We CAN, however, guess what might happen. Of course, we have to rely on our instincts and experiences, because — once again — you cannot use currently available data to review the long-term impacts of your decisions. I’ll wager that Andrew Mason would agree with one idea — annoying your biggest fans might not be the most effective way to reach the White House.
As Kevin Hillstrom illustrated with his research findings, every additional email you send will generate SOME positive incremental impact. And yet, every email you send will also motivate some of your subscribers to click the “unsubscribe here” button. Last week’s Marketing BS newsletter was my personal favorite so far. Readers agreed: it was shared more times and attracted more subscriptions than any previous newsletter. But, it ALSO triggered more subscription cancellations. This apparent contradiction is actually a common phenomenon. During my time at Expedia, the emails that drove the highest sales also sparked the most unsubscribes. To paraphrase Elie Wiesel’s famous adage, “The opposite of an engagement is not an unsubscribe. It is indifference.”
The negative impact from short-term subscription cancellations are almost always overshadowed by the positive impact from sending an additional email (or two…). But the true, unmeasurable (or at least difficult to measure) consequence is not just the short-term subscription cancellations, but the long-term impact: the reduced trust your subscribers have in you. Every time a subscriber has a “bad experience” from reading your email — or even seeing it in their inbox — it reduces their chances of opening the next email. Which, in turn, reduces subscribers’ respect for your brand, as well as their trust that you (and your emails) will provide them with value. The erosion of trust is obviously difficult to evaluate, but it reveals itself through metrics that you CAN readily observe: lower future open rates, lower future conversions, lower future click-through rates, and lower future brand traffic.
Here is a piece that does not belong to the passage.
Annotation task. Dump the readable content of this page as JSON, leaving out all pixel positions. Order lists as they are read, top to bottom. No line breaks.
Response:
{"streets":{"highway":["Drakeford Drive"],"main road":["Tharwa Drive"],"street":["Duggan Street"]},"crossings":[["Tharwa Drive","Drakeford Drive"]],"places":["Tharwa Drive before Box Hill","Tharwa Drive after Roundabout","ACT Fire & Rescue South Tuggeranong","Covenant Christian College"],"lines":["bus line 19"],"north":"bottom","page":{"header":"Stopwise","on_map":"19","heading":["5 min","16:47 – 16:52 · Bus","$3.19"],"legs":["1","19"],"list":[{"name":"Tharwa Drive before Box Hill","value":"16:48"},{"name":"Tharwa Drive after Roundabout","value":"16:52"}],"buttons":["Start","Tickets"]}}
Here is one last quote from the WSJ article, looking at strategies to improve open and click-through rates:
Varying the email sender and playing with the look of the subject line are two of the easiest ways to get people to click, said Lianna Patch, a New Orleans-based commercial email copywriter for 10 years who doesn’t work in politics.
I agree that manipulating subject lines is an effective strategy for improving open rates. It’s standard practice for companies to send emails with different subject lines to a small subset of a list, determine which subject line achieved the highest open rate, and then use that subject line for distribution to the full subscriber list. One caveat: that’s an “effective strategy” for short-term results. For long-term success, you need to understand that when subscribers see your email, they’re asking themselves “how much did I enjoy reading the last few messages from this company?”
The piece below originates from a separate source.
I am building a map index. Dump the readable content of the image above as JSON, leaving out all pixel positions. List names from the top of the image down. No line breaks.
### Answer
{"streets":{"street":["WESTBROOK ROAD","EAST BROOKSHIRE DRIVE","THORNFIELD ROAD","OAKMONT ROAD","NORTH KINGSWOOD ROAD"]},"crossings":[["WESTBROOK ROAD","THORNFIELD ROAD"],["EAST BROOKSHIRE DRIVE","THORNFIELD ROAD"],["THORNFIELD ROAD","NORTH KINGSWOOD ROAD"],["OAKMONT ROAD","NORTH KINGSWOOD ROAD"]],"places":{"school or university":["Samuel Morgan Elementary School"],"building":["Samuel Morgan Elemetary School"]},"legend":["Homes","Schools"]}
Marketing tactics might be able to shift your open rates by a few percentage points in either direction, but the baseline open rate depends on two things: (1) who your subscribers are, and (2) their genuine connection with your content.
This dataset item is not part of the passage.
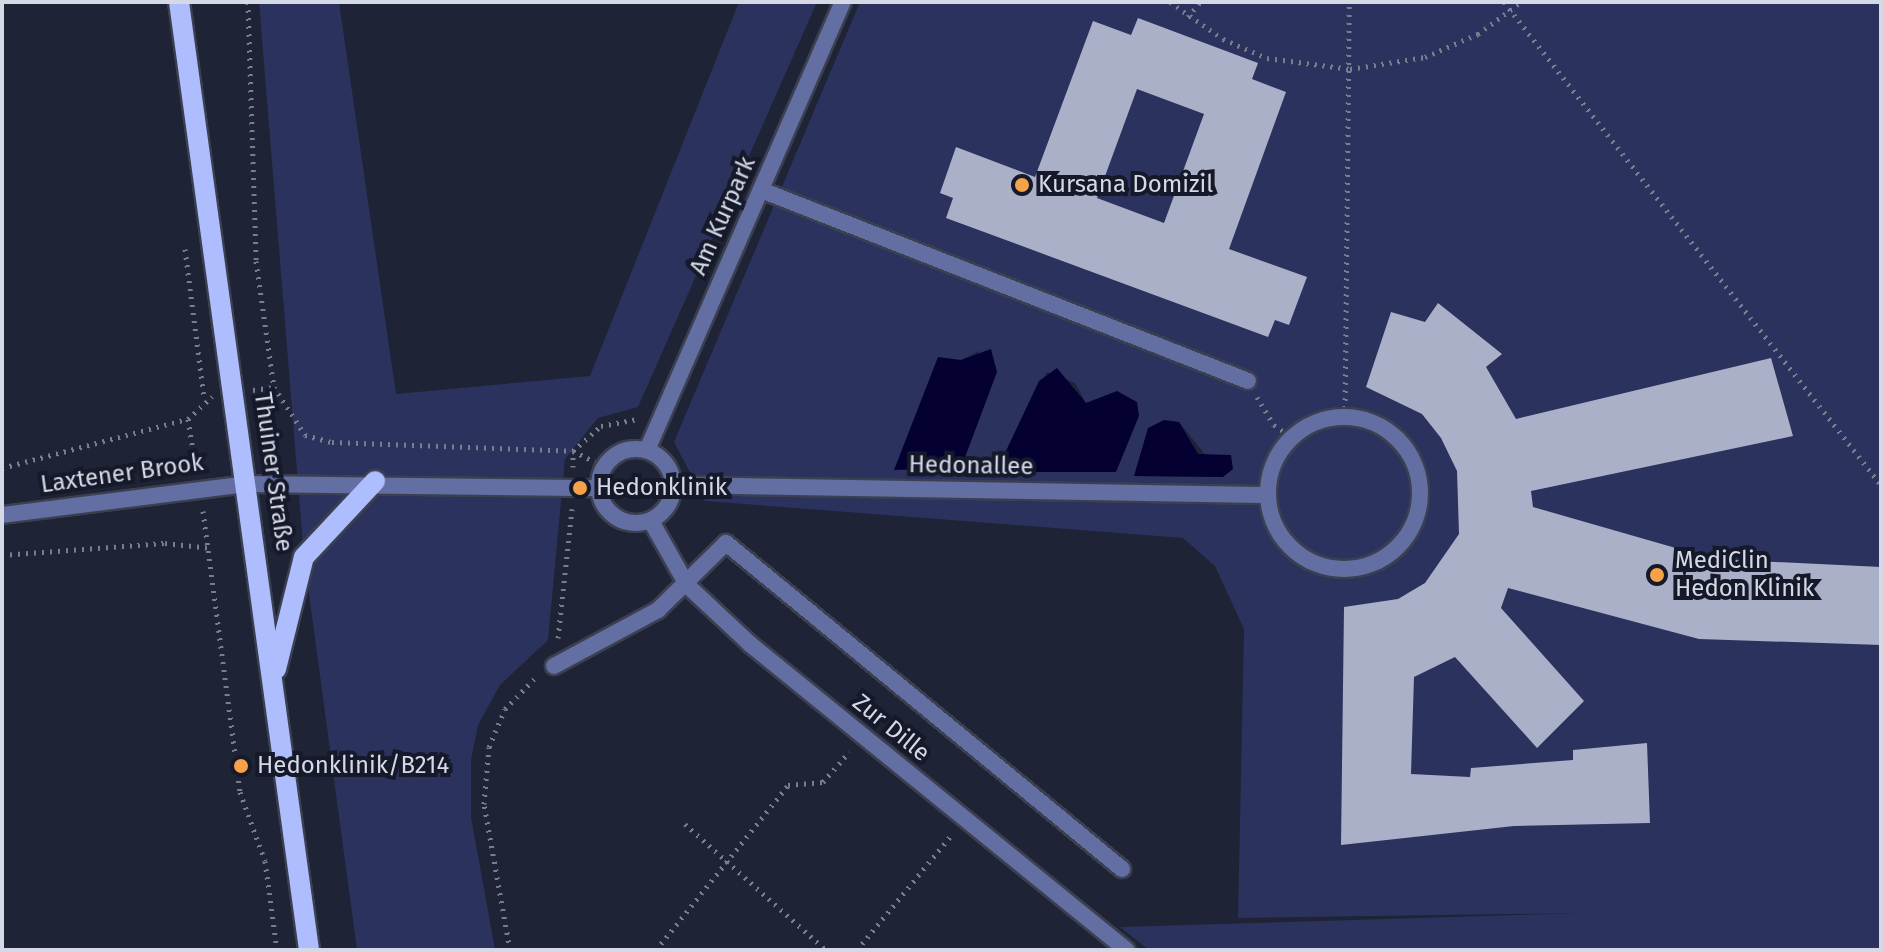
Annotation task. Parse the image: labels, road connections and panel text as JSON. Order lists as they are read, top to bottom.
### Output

My recommendation for any presidential candidates reading this newsletter: stop spamming your subscribers and start sending content that makes you proud to share. Sending great content is more challenging than just blasting your base with donation request messages, but it’s not THAT hard. Instead of tasking a 23-year-old college graduate with the responsibility of maximizing the short-term email metrics, you could identify which of your senior advisors are compelling writers and then hand them the keyboard. Sure, this approach might hurt your click-through rate, but it could also increase your chances of becoming president. Which is more important to you?
Follow-up: Marketing to Employees and Controversial Marketing
My July 2 newsletter, “Marketing to Employees,” described how customers don’t really care about companies and brands except for quality and price and convenience. Employees, on the other hand, DO care, so companies need to tread carefully when it comes to taking a position on certain issues. Employees’ sense of personal identity is so strong that it affords companies the opportunity to court controversy in the media, (provided that their stand isn’t perceived as offensive by their employees). I wrapped up the piece with the example of Nike:
Last week’s newsletter mentioned the Nike ad narrated by quarterback Colin Kaepernick (who gained notoriety for kneeling during the playing of the national anthem before football games). Nike’s ongoing support of Kaepernick has infuriated many customers and bewildered many analysts.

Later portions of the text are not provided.